In response, the state is expanding the fight against opiate abuse to counter fentanyl and other opiate misuse. Building on efforts that started in 2011, state agencies are partnering to improve interdiction, raise awareness, expand treatment options and reduce the number of inappropriately prescribed pills. Additionally, Ohio is working with the federal Centers for Disease Control and Prevention (CDC) to fully analyze Ohio’s fentanyl-related drug overdose data so that local and state officials, law enforcement and doctors better understand the nature of the fentanyl problem in Ohio and how to address it.
Since Ohio started to aggressively fight back against opiate abuse, the state has begun seeing some
*The number of opiate prescriptions dispensed to Ohio patients in 2014 decreased by more than
40 million doses compared to 2013. Fewer doses lessen the opportunity for opiates to be
redistributed or abused.
*The number of individuals “doctor shopping” for controlled substances including opiates as
identified through the Ohio Automated Rx Reporting System (OARRS) decreased from more
than 3,100 in 2009 to approximately 960 in 2014.
*Patients receiving prescription opiates for the treatment of pain at doses greater than an 80 mg
morphine equivalent dose decreased by 10.8 percent from the fourth quarter of 2013 when
Ohio’s opiate prescribing guidelines were announced, to the second quarter of 2015.
*The percentage of opiate prescribers registered to use OARRS increased by 30.3 percent from
the fourth quarter of 2013 to the second quarter of 2015. This upward trend will continue
because prescribers are now required to show that they are registered in OARRS for re-licensing.
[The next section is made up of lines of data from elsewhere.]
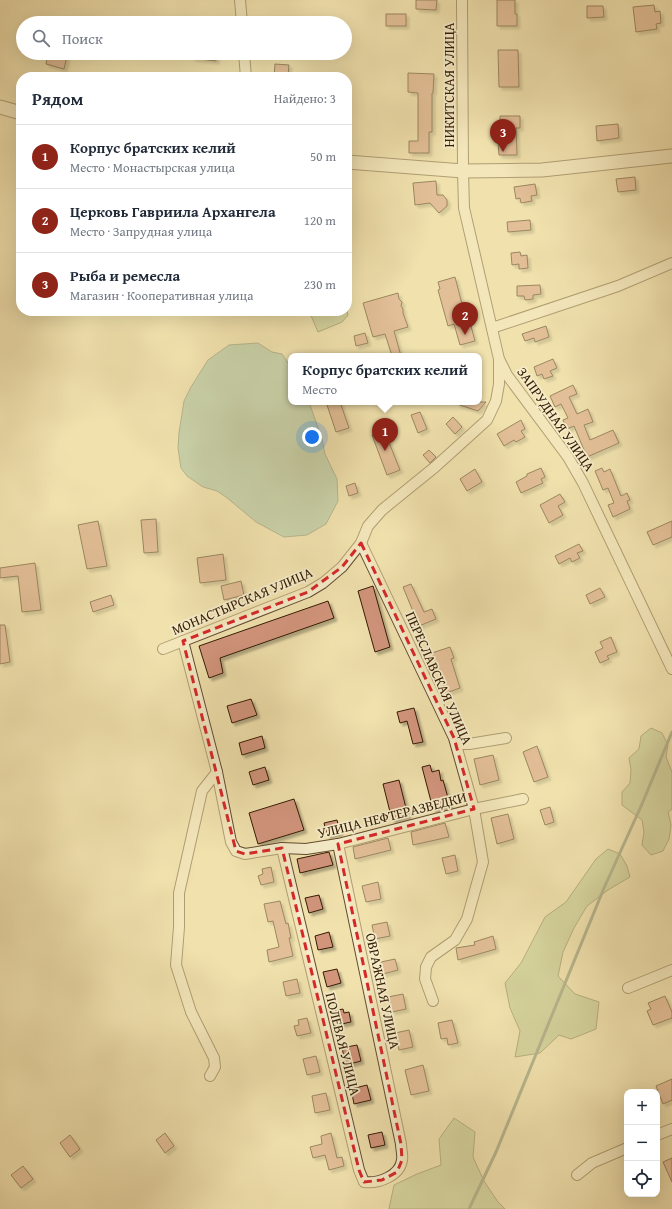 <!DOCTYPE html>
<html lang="ru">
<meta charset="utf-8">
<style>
:root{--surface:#fff;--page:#f6f6f7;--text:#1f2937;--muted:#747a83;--line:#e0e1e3;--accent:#8f2418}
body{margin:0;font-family:"Gentium Book Plus",serif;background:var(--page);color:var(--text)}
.controls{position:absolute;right:12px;bottom:12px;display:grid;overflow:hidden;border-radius:8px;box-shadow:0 4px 16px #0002}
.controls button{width:36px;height:36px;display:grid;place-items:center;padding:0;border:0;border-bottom:1px solid var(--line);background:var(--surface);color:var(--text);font:20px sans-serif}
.you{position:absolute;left:312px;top:437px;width:14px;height:14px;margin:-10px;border:3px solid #fff;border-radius:50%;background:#1a73e8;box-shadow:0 0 0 6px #1a73e833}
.badge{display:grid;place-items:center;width:26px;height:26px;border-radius:50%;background:var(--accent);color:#fff;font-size:13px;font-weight:700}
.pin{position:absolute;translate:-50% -33px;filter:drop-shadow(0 1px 2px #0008)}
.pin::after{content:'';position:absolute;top:21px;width:14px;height:12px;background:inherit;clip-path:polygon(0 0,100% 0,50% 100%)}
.popup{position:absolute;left:288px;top:353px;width:194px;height:52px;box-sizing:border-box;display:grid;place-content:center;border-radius:8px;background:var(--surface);filter:drop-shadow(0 1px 3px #0005);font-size:13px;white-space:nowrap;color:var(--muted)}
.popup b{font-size:15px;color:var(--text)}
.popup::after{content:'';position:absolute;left:50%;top:100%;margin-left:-8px;border:8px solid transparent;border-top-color:var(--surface)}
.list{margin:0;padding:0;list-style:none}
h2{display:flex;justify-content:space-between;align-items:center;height:52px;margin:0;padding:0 16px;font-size:17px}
h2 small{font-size:13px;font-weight:400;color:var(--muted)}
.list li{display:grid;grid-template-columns:26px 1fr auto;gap:12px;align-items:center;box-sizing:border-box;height:64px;padding:0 16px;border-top:1px solid var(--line)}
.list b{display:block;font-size:15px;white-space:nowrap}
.list p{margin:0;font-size:13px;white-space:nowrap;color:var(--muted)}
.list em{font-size:13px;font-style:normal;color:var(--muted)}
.icon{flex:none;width:22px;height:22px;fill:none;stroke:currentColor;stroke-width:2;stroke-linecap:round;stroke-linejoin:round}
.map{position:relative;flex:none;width:672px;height:1209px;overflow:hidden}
.search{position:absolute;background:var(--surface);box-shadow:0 4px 16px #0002;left:16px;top:16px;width:336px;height:44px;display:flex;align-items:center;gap:10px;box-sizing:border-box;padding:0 14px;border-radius:22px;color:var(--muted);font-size:15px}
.panel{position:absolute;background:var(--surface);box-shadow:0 4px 16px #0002;left:16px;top:72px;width:336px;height:244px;border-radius:16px}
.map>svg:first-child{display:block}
.green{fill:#b6c38d;stroke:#756f48}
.water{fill:#9bbea5;stroke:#727d64}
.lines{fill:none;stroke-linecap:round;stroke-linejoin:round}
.stream{stroke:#727d64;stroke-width:3}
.building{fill:#d2957c;stroke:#341b03;filter:url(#shadow)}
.minor-casing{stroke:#634c2e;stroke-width:12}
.tertiary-casing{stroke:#634c2e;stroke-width:15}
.minor{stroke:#f5ecca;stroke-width:10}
.tertiary{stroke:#f5ecca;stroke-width:13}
.marked{fill:none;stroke:#d62828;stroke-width:3;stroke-dasharray:8 5;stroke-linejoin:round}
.labels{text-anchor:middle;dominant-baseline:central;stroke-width:3.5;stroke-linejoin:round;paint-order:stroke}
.street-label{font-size:14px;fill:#341b03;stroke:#f5ecca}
</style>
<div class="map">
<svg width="672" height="1209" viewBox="0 0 672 1209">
<defs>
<filter id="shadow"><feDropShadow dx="3" dy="3" stdDeviation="1" flood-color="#0004"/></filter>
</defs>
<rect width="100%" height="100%" fill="#f0e1ad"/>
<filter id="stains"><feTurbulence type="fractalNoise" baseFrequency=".005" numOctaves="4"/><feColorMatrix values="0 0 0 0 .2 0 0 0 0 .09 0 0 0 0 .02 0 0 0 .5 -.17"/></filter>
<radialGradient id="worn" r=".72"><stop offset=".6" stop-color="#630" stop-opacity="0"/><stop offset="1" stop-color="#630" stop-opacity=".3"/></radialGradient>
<g class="green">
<polygon points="309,311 347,311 348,315 342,322 318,332"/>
<polygon points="651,728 662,733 668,745 666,757 672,772 672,809 668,812 671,825 669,839 663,851 651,855 642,845 644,832 642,820 622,805 622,792 630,783 631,770 629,758 639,749 641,736"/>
<polygon points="608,849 620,854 627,866 630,877 608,890 587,906 574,928 563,952 558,976 575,994 599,1002 596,1029 571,1039 559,1035 540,1053 515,1057 520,1031 510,1008 505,983 521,963 545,917 566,902 596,859"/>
<polygon points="454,1118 475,1132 473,1157 484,1181 498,1202 505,1209 389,1209 394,1185 417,1174 441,1165 439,1139"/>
</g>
<polygon class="water" points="258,343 272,352 282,354 291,367 291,402 309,402 322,439 325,454 337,479 338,501 326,524 307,535 284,537 256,522 226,497 217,491 203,487 187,476 181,468 178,448 179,433 184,401 191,387 208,360 229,345"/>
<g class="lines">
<polyline class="stream" points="469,1209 496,1152 604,888 642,804 672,732"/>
</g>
<g class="building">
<polygon points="416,0 437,0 436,10 416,9"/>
<polygon points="497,0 515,0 515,14 517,14 517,26 497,26"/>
<polygon points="654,5 655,12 660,11 661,23 656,24 657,29 636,32 633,7"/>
<polygon points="587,6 603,6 604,17 587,18"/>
<rect x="386" y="14" width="20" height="12"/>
<polygon points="498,50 518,50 519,87 499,87"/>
<polygon points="48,53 55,53 67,56 64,69 46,64"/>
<polygon points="192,53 217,53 216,61 192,58"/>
<polygon points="275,64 289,65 288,77 274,77"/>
<polygon points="408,73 434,74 433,93 432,93 432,132 429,132 429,153 409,153 409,141 418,141 418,93 408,92"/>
<polygon points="500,116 520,116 520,128 516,128 517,155 499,155 498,142 500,142"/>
<polygon points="618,124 619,138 597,141 596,126"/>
<polygon points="635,177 636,190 618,192 616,179"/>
<polygon points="436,181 437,195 443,195 447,200 447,206 439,213 430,203 415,205 413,183"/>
<polygon points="535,184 537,195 531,196 532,201 521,203 520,198 516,199 514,187"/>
<polygon points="530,220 531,230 508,232 507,222"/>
<polygon points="520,252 521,256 527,255 528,268 519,269 519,264 512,265 511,253"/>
<polygon points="455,277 468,327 471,326 475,341 460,345 454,324 448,326 438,290 440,289 438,282"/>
<polygon points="540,285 541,294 533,295 533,299 525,300 524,296 517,296 517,286"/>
<polygon points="398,293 399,299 402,302 401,306 403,309 403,313 408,327 394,331 401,356 392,356 385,334 373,337 363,303"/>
<polygon points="546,326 549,337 535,342 534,338 525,341 522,334"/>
<polygon points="365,333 368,343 356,346 354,336"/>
<polygon points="553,359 557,368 550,371 553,376 544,379 542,374 537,376 534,367"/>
<polygon points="573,385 577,394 569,397 577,414 588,409 593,422 584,425 590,440 613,430 619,443 587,457 574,426 567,429 563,420 568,418 561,404 555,407 550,396"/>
<polygon points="326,402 340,402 349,428 336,432"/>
<polygon points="457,402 486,402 478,411 457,404"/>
<polygon points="420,412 427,429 418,433 411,415"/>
<polygon points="453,417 462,427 455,434 446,424"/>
<polygon points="521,420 525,429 521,431 525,437 516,442 514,440 504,446 497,434"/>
<polygon points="384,430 400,470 387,475 372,435"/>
<polygon points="429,450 436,457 430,463 423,455"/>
<polygon points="541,468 545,477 541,479 543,483 521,493 516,482 527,476 527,474"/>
<polygon points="602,468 604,472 610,469 621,496 627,493 630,500 627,501 630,509 613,517 608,505 614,503 608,488 603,490 595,471"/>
<polygon points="475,469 482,482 467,491 460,479"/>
<polygon points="355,483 358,493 349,496 346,486"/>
<polygon points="560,494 565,502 558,506 563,515 549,523 540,505"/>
<polygon points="156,519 158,552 144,553 141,520"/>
<polygon points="98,521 107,566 87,569 78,525"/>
<polygon points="672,521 672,537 653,545 647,532"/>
<polygon points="579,544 583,551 577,553 580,558 572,562 570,558 559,564 555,556"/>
<polygon points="223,554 226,580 200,583 197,558"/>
<polygon points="35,563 41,610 22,612 18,576 0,578 0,568"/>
<polygon points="241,581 244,595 224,600 221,586"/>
<polygon points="411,584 424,612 432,609 436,619 419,626 403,587"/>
<polygon points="373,586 390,647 375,652 358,591"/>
<polygon points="600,588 605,597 590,604 586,595"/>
<polygon points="111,595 114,605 93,612 90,602"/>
<polygon points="328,601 334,618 220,658 223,673 209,678 199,646"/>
<polygon points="0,625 5,625 10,662 0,664"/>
<polygon points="611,637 617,652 607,656 609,659 600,663 595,652 603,648 600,642"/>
<polygon points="450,647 454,658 451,659 460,688 446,693 437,664 436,664 432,653"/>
<polygon points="251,699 257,715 232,723 227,706"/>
<polygon points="414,708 423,742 413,744 407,721 400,723 397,712"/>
<polygon points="262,736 265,748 242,755 239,743"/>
<polygon points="537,746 548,777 534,782 523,752"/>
<polygon points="493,755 499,780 480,785 474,759"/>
<polygon points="430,765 432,772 439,770 441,781 443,780 450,805 433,809 422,767"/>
<polygon points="265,767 269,780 253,785 249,772"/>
<polygon points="399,780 408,816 392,820 383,784"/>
<polygon points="294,799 304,830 258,844 249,813"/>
<polygon points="550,807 554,822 545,825 540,810"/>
<polygon points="508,814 514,839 497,844 491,818"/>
<polygon points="337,820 340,833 327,836 324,823"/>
<polygon points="445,823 449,837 413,845 411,832"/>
<polygon points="388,838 391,850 355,859 353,847"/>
<polygon points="329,852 333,865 300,873 297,859"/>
<polygon points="455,855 458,871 446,874 442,858"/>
<polygon points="271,867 274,882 261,885 258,876 263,874 262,869"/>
<polygon points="378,882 381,899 366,902 362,886"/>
<polygon points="319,895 323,909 309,913 305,898"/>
<polygon points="280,901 286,924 288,923 291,938 289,938 293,956 269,962 267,950 279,947 273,921 268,922 264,904"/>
<polygon points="387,922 390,936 375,939 372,925"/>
<polygon points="329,932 333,947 318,950 315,936"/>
<polygon points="493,936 496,949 458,960 456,948 475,945 474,942"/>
<polygon points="395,959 398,970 383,974 381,962"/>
<polygon points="337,969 341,983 327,987 323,972"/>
<polygon points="297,979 300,993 286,996 283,982"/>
<polygon points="403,994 406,1009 392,1012 388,997"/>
<polygon points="665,996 672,1012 672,1018 653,1025 647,1011 651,1009 648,1003"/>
<polygon points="343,1009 344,1013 349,1012 351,1022 337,1025 334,1011"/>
<polygon points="307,1018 311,1033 297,1036 294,1026 299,1025 298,1020"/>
<polygon points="452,1020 458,1043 448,1045 447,1038 441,1039 438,1023"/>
<polygon points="409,1030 413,1047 399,1050 395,1033"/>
<polygon points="357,1045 361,1061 346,1065 342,1048"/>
<polygon points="316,1056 320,1072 307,1075 303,1059"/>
<polygon points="423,1065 429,1091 411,1095 405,1070"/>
<polygon points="672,1079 672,1100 663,1104 656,1086"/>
<polygon points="367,1085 371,1100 354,1104 351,1089"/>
<polygon points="326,1093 330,1110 315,1113 312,1096"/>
<polygon points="382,1132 385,1145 371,1148 368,1135"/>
<polygon points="165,1133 174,1146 165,1153 156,1140"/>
<polygon points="331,1133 337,1158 342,1157 344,1166 329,1170 325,1155 313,1158 310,1147 322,1144 321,1136"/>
<polygon points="70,1135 80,1149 70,1157 60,1143"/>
<polygon points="672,1158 672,1182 663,1162"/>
<polygon points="23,1166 33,1179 21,1188 11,1175"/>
</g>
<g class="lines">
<g class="minor-casing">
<g id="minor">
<polyline points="240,0 242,23"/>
<polyline points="462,0 463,171 464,208 499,359 507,375 568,457 583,483 672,669"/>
<polyline points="244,53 246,77"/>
<polyline points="492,328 618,286 672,263"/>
<polyline points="361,543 454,738 474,809 483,862 467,919 455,940 431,957 426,967 425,979 433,1001"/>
<polyline points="183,641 217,772"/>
<polyline points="163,649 308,592 323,583 342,567 361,543 368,526 382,510 435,467 487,420 496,401 499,384 499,361"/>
<polyline points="456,744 469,744 506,738"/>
<path d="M282,848l77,322 5,12c14,2 36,-6 38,-22 1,-5 -1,-11 -1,-16l-63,-300"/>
<polyline points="628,988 672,970"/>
<polyline points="210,1076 215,1067 214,1058 191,1012 176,965 179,927 179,893 202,791 217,772 231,842 236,851 245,854 282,848 306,849 338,844 474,809 523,799"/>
<polyline points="657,1135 672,1129"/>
<polyline points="577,1175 592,1163 627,1148"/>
</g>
</g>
<g class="tertiary-casing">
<g id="tertiary">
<polyline points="0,107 21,113"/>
<polyline points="347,162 463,171 542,170 672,156"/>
</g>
</g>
<use href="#minor" class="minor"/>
<use href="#tertiary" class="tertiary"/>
</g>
<path d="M0 0H672V1209H0ZM361,543l93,195 20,71 -136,35 63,300 1,16 -5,12 -15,8 -18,2 -5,-12 -77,-322 -37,6 -9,-3 -53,-210 125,-49 34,-25z" fill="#f0e1ad" fill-opacity=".55" fill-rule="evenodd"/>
<path class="marked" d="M361,543l93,195 20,71 -136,35 63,300 1,16 -5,12 -15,8 -18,2 -5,-12 -77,-322 -37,6 -9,-3 -53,-210 125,-49 34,-25z"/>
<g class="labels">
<g class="street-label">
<text transform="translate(449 85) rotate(-90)">НИКИТСКАЯ УЛИЦА</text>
<text transform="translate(556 419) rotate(55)">ЗАПРУДНАЯ УЛИЦА</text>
<text transform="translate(242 601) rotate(-23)">МОНАСТЫРСКАЯ УЛИЦА</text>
<text transform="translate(439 678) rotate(66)">ПЕРЕСЛАВСКАЯ УЛИЦА</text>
<text transform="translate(392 815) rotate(-14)">УЛИЦА НЕФТЕРАЗВЕДКИ</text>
<text transform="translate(383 991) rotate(78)">ОВРАЖНАЯ УЛИЦА</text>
<text transform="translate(343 1044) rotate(76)">ПОЛЕВАЯ УЛИЦА</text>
</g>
</g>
<rect width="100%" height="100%" filter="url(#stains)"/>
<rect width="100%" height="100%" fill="url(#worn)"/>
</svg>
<div class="controls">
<button>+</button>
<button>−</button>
<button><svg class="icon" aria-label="locate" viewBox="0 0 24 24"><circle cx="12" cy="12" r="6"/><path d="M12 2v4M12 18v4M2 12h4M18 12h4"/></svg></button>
</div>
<div class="you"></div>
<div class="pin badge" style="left:385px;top:451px">1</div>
<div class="popup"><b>Корпус братских келий</b>Место</div>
<div class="pin badge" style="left:465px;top:335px">2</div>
<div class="pin badge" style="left:503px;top:152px">3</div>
<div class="search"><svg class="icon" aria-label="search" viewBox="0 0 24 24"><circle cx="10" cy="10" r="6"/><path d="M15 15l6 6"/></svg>Поиск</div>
<section class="panel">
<h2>Рядом<small>Найдено: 3</small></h2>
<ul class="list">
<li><span class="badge">1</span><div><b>Корпус братских келий</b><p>Место · Монастырская улица</p></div><em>50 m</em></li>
<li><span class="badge">2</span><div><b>Церковь Гавриила Архангела</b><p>Место · Запрудная улица</p></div><em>120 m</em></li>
<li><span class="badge">3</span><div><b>Рыба и ремесла</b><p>Магазин · Кооперативная улица</p></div><em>230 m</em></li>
</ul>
</section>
</div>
*Ohio patients receiving prescriptions for opiates and benzodiazepine sedatives at the same time
dropped 8 percent from the fourth quarter of 2013 to the second quarter of 2015. Multiple drug
use was the single largest contributor to unintentional drug overdoses in 2014.
“We are committed to aggressively fighting opiate abuse in Ohio, including the rise of fentanyl,” said
Andrea Boxill, OhioMHAS deputy director and coordinator of the Governor’s Cabinet Opiate Action
Team (GCOAT). “We’re building on the many good things we are already doing by pursuing new
initiatives to strengthen drug abuse prevention, expand efforts to control access to opiates; and
continue to enhance access to treatment, but much more needs to be done to address this new crisis
Included in these new initiatives is an additional investment of $500,000 per year to purchase the lifesaving overdose antidote naloxone. Also, Ohio officials released in July the Health Resource Toolkit for Addressing Opioid Abuse to help communities fight back. Additional new strategies and tactics can be found here. ODH’s release of 2014 preliminary drug overdose death data is seven months faster than past years and ahead of most states. By getting this data out more quickly it enables the state, local governments and Ohio communities to have a better understanding of the challenges they face and the tactics necessary to take on the struggle against drug abuse.